Danish law requires of employers in Denmark that, "In the event of the dismissal of a salaried employee who has been continuously employed in the same undertaking for 12, 15 or 18 years, the employer shall, on termination of the employment relationship, pay a sum to the employee corresponding to, respectively, one, two or three months’ salary." However, a caveat applied where, "the employee will receive a State retirement pension on termination of the employment relationship." And therefore, "No severance allowance shall be payable if, on termination of the employment relationship, the employee will receive an old-age pension from the employer and the employee joined the pension scheme in question before reaching the age of 50."

Applying this domestic law to Mr Rasmussen upon termination of his employment at 60 (he took up work with another employer), his private sector employer Ajos refused to pay a severance payment and Mr Rasmussen lodged a discrimination claim on the age ground. 
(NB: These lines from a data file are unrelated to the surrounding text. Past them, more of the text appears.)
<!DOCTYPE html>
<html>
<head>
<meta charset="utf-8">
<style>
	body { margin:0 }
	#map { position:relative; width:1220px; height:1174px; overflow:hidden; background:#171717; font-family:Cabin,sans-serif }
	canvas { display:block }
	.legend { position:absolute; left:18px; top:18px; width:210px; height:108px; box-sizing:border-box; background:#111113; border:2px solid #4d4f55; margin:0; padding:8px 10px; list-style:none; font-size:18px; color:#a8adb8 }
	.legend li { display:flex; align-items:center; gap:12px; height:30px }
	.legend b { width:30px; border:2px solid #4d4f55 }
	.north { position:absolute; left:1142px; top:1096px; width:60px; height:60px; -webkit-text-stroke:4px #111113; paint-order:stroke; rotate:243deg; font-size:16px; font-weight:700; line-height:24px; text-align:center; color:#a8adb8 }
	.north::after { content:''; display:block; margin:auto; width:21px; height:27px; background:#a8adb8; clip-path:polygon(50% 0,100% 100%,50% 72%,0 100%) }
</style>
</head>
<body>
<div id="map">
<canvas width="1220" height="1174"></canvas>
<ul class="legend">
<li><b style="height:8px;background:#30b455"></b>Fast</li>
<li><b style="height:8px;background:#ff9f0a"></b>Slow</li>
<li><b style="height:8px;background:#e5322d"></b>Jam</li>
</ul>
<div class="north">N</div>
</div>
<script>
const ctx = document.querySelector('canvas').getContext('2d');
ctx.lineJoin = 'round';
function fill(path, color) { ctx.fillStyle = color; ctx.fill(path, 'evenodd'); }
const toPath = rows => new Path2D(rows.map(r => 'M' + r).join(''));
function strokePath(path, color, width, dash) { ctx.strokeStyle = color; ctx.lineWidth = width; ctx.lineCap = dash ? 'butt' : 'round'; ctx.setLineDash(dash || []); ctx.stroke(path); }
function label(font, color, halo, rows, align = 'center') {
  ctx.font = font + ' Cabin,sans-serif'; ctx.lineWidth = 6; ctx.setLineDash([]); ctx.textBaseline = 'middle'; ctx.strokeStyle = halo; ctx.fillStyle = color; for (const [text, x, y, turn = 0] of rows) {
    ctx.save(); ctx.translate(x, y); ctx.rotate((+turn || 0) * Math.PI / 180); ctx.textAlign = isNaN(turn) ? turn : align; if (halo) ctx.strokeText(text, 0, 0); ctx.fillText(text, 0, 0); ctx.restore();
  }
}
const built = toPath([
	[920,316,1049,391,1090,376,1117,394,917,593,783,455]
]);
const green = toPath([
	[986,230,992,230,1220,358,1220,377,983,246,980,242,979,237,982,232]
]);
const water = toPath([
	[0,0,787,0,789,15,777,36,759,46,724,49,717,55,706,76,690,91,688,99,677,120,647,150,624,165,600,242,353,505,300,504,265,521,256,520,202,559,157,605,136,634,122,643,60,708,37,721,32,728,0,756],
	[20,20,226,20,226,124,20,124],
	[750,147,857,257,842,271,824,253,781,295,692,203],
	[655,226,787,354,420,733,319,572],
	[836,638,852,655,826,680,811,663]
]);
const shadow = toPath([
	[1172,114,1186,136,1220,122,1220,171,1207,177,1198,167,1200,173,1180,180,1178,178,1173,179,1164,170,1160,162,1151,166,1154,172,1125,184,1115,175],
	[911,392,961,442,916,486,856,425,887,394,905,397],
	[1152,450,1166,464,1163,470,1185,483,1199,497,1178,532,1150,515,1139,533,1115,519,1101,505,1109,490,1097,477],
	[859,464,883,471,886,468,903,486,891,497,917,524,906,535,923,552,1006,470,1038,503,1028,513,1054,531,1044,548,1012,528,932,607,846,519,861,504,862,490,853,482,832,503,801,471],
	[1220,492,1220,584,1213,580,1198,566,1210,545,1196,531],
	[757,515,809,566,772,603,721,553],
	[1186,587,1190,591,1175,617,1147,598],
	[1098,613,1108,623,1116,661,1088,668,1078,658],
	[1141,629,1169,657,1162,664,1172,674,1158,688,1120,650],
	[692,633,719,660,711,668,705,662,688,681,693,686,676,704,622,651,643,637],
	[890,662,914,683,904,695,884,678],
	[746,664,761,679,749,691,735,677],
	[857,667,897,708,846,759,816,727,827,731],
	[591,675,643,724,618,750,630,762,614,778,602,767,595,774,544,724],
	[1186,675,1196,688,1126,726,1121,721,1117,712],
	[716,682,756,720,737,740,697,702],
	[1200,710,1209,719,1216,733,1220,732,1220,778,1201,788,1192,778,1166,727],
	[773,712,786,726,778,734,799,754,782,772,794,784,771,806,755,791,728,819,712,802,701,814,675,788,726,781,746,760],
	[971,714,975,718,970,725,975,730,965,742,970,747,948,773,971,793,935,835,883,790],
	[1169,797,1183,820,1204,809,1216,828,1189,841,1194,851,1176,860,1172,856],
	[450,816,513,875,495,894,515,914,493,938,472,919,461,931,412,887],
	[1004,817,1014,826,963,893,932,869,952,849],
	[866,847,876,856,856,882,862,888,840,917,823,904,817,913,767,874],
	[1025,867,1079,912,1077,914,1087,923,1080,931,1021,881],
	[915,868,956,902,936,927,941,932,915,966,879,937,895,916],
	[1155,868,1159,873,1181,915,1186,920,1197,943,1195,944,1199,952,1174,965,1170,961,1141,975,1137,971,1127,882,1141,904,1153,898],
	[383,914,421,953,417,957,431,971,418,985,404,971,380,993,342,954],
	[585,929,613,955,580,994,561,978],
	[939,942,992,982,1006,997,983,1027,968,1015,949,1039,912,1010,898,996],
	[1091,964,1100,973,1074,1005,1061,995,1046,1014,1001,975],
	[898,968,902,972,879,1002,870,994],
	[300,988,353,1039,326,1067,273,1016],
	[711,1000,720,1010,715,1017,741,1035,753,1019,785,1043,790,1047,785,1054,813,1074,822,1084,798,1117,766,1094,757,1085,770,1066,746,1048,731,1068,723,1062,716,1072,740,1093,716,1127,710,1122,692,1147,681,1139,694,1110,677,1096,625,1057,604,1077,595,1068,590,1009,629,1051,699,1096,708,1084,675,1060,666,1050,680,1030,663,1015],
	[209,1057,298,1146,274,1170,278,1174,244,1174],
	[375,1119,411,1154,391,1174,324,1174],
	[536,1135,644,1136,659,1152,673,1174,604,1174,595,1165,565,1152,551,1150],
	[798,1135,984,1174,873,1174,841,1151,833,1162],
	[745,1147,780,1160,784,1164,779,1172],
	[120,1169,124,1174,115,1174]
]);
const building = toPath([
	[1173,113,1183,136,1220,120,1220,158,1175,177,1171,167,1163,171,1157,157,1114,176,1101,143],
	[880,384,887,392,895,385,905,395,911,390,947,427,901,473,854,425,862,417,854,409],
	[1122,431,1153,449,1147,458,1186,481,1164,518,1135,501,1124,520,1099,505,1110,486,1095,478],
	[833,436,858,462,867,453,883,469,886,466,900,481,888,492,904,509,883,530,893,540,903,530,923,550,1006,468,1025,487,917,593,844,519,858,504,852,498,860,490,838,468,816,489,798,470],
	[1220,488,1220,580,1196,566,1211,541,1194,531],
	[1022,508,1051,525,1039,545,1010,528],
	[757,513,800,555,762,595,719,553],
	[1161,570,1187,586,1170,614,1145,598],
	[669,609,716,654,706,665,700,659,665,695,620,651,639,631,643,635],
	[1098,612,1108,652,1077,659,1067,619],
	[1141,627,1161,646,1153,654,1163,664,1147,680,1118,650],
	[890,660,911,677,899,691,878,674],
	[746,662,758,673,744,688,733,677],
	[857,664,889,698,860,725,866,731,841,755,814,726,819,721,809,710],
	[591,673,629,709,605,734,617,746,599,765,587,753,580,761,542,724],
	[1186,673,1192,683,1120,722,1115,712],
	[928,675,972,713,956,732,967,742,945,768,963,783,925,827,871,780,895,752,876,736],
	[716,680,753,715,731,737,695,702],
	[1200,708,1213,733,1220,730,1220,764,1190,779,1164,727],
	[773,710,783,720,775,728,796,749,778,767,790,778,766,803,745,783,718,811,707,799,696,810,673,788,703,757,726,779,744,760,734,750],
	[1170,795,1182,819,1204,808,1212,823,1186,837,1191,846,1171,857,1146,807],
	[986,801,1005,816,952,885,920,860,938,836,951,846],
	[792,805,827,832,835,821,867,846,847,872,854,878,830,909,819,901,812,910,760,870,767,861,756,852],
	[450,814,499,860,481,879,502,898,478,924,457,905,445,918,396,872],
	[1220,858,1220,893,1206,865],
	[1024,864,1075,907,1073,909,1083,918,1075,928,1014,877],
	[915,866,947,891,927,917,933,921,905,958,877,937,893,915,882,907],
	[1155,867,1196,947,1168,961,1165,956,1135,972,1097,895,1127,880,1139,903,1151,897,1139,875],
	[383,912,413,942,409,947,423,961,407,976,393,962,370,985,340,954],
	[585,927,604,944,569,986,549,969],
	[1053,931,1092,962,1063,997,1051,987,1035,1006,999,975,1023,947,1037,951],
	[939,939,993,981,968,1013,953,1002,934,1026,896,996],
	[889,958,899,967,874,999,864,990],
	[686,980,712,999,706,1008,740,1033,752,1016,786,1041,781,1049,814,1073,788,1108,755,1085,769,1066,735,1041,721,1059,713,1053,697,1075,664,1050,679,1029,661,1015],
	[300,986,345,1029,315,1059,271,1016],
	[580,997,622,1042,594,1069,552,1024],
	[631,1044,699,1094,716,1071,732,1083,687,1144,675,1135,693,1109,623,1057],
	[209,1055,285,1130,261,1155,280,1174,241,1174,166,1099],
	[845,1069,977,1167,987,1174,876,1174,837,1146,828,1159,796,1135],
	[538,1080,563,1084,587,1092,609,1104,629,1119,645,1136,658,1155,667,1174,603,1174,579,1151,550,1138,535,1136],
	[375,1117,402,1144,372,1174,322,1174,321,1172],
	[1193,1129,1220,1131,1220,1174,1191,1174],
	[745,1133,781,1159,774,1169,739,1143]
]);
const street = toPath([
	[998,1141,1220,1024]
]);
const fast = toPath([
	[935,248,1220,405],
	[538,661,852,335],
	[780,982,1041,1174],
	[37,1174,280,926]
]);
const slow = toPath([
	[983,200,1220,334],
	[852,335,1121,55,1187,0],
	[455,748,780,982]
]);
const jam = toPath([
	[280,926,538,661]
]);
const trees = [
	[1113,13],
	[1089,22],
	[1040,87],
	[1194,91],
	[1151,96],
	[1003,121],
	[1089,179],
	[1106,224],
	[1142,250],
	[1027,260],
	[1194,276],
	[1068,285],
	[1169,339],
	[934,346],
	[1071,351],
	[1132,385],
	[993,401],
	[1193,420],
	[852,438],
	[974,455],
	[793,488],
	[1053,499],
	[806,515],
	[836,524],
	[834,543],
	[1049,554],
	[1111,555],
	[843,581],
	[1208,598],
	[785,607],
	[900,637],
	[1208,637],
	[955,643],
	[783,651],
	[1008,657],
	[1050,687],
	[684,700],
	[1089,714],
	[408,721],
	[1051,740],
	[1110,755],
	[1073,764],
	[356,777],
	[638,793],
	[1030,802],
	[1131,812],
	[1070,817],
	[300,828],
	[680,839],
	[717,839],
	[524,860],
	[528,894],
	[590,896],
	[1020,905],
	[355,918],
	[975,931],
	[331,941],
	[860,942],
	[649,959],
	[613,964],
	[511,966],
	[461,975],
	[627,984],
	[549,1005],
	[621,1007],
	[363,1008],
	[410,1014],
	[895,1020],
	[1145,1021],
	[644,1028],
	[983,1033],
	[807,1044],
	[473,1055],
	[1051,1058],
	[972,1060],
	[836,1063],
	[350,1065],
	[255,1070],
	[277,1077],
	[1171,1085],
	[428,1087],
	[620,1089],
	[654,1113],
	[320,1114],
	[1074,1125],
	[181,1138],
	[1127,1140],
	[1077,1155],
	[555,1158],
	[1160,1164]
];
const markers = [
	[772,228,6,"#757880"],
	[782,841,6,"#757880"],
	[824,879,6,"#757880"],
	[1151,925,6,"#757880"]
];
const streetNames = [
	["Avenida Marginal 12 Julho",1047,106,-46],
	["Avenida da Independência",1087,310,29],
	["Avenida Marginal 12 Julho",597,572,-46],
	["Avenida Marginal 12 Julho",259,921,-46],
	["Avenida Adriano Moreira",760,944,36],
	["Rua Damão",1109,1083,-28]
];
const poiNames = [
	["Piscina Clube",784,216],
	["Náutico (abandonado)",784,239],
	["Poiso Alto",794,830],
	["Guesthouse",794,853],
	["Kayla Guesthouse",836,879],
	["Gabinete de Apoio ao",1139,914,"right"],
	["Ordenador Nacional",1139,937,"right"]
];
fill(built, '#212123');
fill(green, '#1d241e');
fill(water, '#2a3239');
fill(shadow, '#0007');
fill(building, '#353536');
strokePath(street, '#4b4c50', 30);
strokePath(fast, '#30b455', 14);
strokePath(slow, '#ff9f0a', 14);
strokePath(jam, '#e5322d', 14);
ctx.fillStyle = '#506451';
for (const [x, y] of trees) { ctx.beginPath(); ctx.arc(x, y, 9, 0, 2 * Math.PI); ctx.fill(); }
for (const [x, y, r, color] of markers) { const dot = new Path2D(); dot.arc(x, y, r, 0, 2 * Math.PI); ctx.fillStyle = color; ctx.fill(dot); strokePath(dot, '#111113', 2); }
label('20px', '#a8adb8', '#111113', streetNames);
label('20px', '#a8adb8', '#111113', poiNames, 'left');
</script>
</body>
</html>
Mr Rasmussen is not a state worker and could not rely on the Framework Directive being directly applied to his situation. However, there was a clear distinction between the caveat in the domestic legislation and the protections afforded by the EU Directive. The CJEU has ruled that, in such circumstances, domestic courts, which are emanations of the state and to which the Directive does have direct effect, must interpret the domestic laws in such a way as to give rise to the protections under the Directive:

"... Articles 2 and 6(1) of Directive 2000/78 are to be interpreted as precluding national legislation, such as the legislation that is the subject of the present request for a preliminary ruling, pursuant to which workers who are eligible for an old-age pension from their employer under a pension scheme which they joined before attaining the age of 50 cannot, on that ground alone, claim a severance allowance aimed at assisting workers with more than 12 years of service in the undertaking in finding new employment (judgment in Ingeniørforeningen i Danmark, C‑499/08, EU:C:2010:600, paragraph 49), the same applies with regard to the fundamental principle of equal treatment, the general principle prohibiting discrimination on grounds of age being merely a specific expression of that principle...

"In the light of the foregoing considerations, the answer to the first question is that the general principle prohibiting discrimination on grounds of age, as given concrete expression by Directive 2000/78, must be interpreted as precluding, including in disputes between private persons, national legislation, such as that at issue in the proceedings before the referring court, which deprives an employee of entitlement to a severance allowance where the employee is entitled to claim an old-age pension from the employer under a pension scheme which the employee joined before reaching the age of 50, regardless of whether the employee chooses to remain on the employment market or take his retirement."

So, it would appear that the private sector employees can, in effect, rely on the Directive. The CJEU had to consider a second question. By its second question, the referring court sought to ascertain, in essence, whether EU law is to be interpreted as permitting a national court seised of a dispute between private persons, where it is established that the relevant national legislation is at odds with the general principle prohibiting discrimination on grounds of age, to balance that principle against the principles of legal certainty and the protection of legitimate expectations and to conclude that the latter principle should take precedence over the former.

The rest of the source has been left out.